Tom Daley And Dustin Lance Black Are Having Their First Baby
Black, 43, and Daley, 23, Wednesday in a fairytale ceremony last May in Devon, England, with a castle as a backdrop. Tom Daley and Dustin Lance Black are celebrating the fabulous news they are expecting their first child.

Australia's Domino's Pizza says it 'completely misread' Japanese promotion
To measure price-variation, we found DPZ's volatility during a week at 4.58% and during a month it has been found around 2.59%. The stock decreased 1.02% or $0.25 during the last trading session, reaching $24.35. (NYSE:DPZ) is performing 9.07%.

Russian Meddling This Election
They told members of the Senate intelligence committee Tuesday that they would provide more details in closed session. The earliest primaries, in states such as IL and Texas, will come next month, though many occur in July and August.

Chris Rock's first stand-up special in 10 years comes out this week
In 2016, the Emmy and Grammy victor signed a massive $ 40 million deal with the streaming giant for two stand-up specials . Chris Rock , Jerry Seinfeld and Dave Chappelle were the most notable headliners to ink deals for Netflix specials.

Kuwait pledges $2bn for Iraq reconstruction
That money would include loans, loan guarantees and insurance devices to encourage American investment in Iraq. Meanwhile, Saudi Arabia and other Gulf nations remain suspicious of Iran's influence in Iraq.
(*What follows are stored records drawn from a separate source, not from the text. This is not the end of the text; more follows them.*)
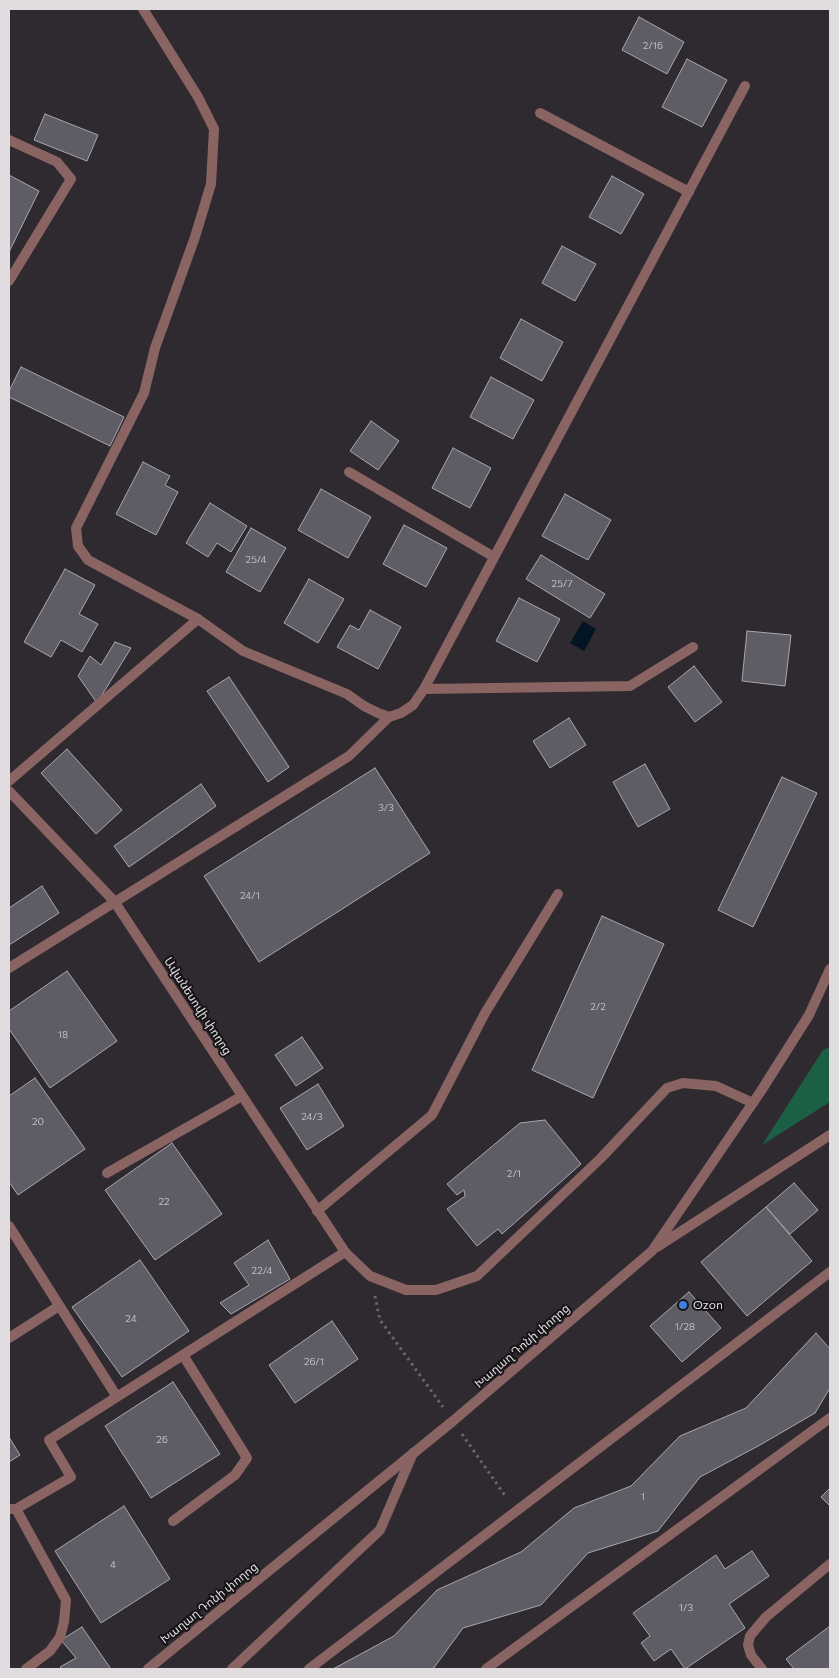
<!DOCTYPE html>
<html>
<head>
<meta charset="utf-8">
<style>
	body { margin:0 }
	#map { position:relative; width:839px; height:1678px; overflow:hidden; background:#2f2a2f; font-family:Commissioner,sans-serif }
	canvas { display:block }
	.frame { position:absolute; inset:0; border:10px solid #e0dce0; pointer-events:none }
</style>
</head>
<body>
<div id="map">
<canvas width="839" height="1678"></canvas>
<div class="frame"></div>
</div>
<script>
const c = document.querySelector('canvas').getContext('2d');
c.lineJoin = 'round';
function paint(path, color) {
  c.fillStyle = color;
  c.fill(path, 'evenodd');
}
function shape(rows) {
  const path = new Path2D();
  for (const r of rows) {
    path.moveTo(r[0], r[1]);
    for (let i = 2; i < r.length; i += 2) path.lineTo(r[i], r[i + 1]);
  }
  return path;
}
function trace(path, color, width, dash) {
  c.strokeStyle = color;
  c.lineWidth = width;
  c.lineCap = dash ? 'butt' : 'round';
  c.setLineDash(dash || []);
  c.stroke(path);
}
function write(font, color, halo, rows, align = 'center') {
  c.font = font + ' Commissioner,"Noto Sans Armenian",sans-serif';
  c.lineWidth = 4;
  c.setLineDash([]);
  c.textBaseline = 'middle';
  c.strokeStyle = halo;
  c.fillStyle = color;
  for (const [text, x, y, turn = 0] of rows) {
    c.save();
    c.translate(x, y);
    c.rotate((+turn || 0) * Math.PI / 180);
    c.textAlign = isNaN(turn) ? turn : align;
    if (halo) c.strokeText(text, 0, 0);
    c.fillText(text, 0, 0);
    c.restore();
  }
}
paint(shape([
	[830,1047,830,1102,762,1145,823,1050]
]), '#1b5f44');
paint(shape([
	[583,621,596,629,584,651,570,643]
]), '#031525');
const building = shape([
	[639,17,684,42,667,74,622,50,639,17],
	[687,59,727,80,702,127,662,107,687,59],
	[45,114,98,135,87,161,34,140,45,114],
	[9,175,39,191,9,252,9,175],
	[612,176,644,194,621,234,589,217,612,176],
	[562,246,596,264,575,301,542,283,562,246],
	[521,319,563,342,542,381,500,358,521,319],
	[21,367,124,417,110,446,9,397,9,391,21,367],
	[491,377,534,400,513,439,470,417,491,377],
	[371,421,399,441,378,470,350,451,371,421],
	[453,448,491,468,470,508,432,488,453,448],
	[143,462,170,476,165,485,178,492,156,535,116,514,143,462],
	[321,489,371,517,348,558,298,530,321,489],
	[565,494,611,520,588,560,542,536,565,494],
	[210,503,247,526,231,552,217,543,208,557,186,543,210,503],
	[404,525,447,548,426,587,383,564,404,525],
	[251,528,286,548,260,592,226,572,251,528],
	[541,555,605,594,590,618,526,579,541,555],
	[65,569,95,585,79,614,98,624,82,652,61,640,51,657,24,642,65,569],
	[309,579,344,599,318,643,284,623,309,579],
	[519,598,560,619,537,662,496,641,519,598],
	[370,610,401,627,378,669,337,647,350,625,359,630,370,610],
	[747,631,791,635,785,686,742,681,747,631],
	[115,642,131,648,97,703,78,676,90,656,101,665,115,642],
	[694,666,722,702,695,722,668,687,694,666],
	[229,677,289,767,268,782,207,691,229,677],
	[569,718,586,745,550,768,533,741,569,718],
	[67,749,122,810,96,834,41,773,67,749],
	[645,764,670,809,638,827,613,782,645,764],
	[375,768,430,853,259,962,204,876,375,768],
	[782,777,817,793,753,927,718,910,782,777],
	[201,784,216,806,129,867,114,846,201,784],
	[42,886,59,913,9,945,9,908,42,886],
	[602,916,664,944,593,1098,532,1070,602,916],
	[67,971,117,1041,50,1088,9,1029,9,1011,67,971],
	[302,1037,323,1068,296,1086,275,1055,302,1037],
	[35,1078,85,1149,18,1195,9,1182,9,1096,35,1078],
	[318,1084,344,1126,307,1150,280,1108,318,1084],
	[545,1120,581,1164,502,1234,498,1229,477,1246,447,1209,465,1196,464,1190,457,1195,447,1184,520,1123,545,1120],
	[172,1143,222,1214,155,1260,105,1190,172,1143],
	[794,1183,818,1210,790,1234,766,1207,794,1183],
	[766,1207,812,1261,747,1316,701,1262,766,1207],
	[268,1240,290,1279,231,1314,220,1303,249,1285,234,1263,268,1240],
	[140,1260,189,1331,122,1377,72,1307,140,1260],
	[689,1292,721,1328,682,1362,650,1326,689,1292],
	[332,1321,358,1359,295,1403,269,1365,332,1321],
	[816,1333,830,1349,830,1388,815,1413,760,1445,700,1477,658,1531,588,1553,541,1605,463,1628,433,1669,333,1669,394,1636,437,1590,521,1552,574,1508,631,1486,680,1436,746,1408,816,1333],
	[173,1382,220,1454,151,1498,105,1426,173,1382],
	[9,1437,20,1455,9,1462,9,1437],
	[830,1488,830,1506,821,1497,830,1488],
	[124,1506,170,1579,101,1623,55,1551,124,1506],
	[752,1551,769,1576,729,1604,745,1628,685,1669,671,1649,654,1661,641,1643,650,1636,633,1613,716,1555,725,1569,752,1551],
	[830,1626,830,1669,794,1669,786,1659,830,1626],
	[82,1627,111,1669,62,1669,60,1667,76,1658,61,1640,82,1627]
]);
paint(building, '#5e5d65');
trace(building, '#a8a7af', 1);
trace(shape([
	[375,1296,380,1320,443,1407],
	[462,1434,506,1497]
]), '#6b666b', 3, [2.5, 4]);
trace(shape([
	[143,9,198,97,214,129,211,184,195,237,155,348,144,393,76,528,78,546,88,560,198,619],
	[540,113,689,192],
	[9,140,57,162,71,179,9,281],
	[349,472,494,557],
	[424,689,630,686,693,647],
	[107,1173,242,1096],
	[317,1211,432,1115,485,1013,558,894],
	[9,1226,117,1397],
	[9,1338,59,1306],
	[9,1509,16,1509,71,1477,49,1440,345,1252],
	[16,1509,66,1600,64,1622,60,1637,50,1651,26,1669],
	[173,1521,235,1475,247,1458,183,1355],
	[232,1669,380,1530,413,1453],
	[309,1669,830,1272],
	[486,1669,830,1418],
	[762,1669,751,1655,748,1645,750,1636,766,1617,830,1564]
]), '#896462', 10);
trace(shape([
	[9,781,198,619,243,651,347,694,364,706,378,713,389,717,401,713,413,705,424,689,745,86],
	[9,791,114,901,345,1252,370,1276,406,1290,436,1290,477,1276,601,1158,667,1088,683,1083,716,1086,753,1103],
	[9,968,349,756,389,717]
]), '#896462', 10);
trace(shape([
	[657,1247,830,1135],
	[148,1669,453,1421,652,1251,761,1091,809,1015,830,969]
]), '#896462', 10);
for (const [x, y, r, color] of [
	[683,1305,5,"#3f7fe0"]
]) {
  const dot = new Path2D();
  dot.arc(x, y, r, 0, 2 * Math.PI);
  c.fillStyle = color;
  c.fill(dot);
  trace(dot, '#161316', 2);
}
write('10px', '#c0bcc1', null, [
	["2/16",653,46],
	["25/4",256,560],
	["25/7",562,584],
	["3/3",386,808],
	["24/1",250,896],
	["2/2",598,1007],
	["18",63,1035],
	["24/3",312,1117],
	["20",38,1122],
	["2/1",514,1174],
	["22",164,1202],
	["22/4",262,1271],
	["24",131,1319],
	["1/28",685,1327],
	["26/1",314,1362],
	["26",162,1440],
	["1",643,1497],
	["4",113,1565],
	["1/3",686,1608]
]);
write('12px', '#e0dce0', '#161316', [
	["Ավանեսովի փողոց",198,1006,57],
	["Խաղաղ Դոնի փողոց",522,1346,-41],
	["Խաղաղ Դոնի փողոց",209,1603,-39]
]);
write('12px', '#e0dce0', '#161316', [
	["Ozon",693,1305]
], 'left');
</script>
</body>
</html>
White House denies Wray contradicted their Porter timeline
He said he went into the house to treat the cut on his knuckle, but Willoughby ordered him to leave and she called the police. Trump also said he had been "surprised" and "very sad" to learn about the allegations against Porter.

Sharma ton helps India secure ODI series victory
India rode on Rohit's 17th hundred to post a competitive 274/7 after the South Africa had asked the visitors to bat first. Chris Morris broke the partnership with Kohli's wicket and Morne Morkel followed up to dismiss Dhawan four overs later.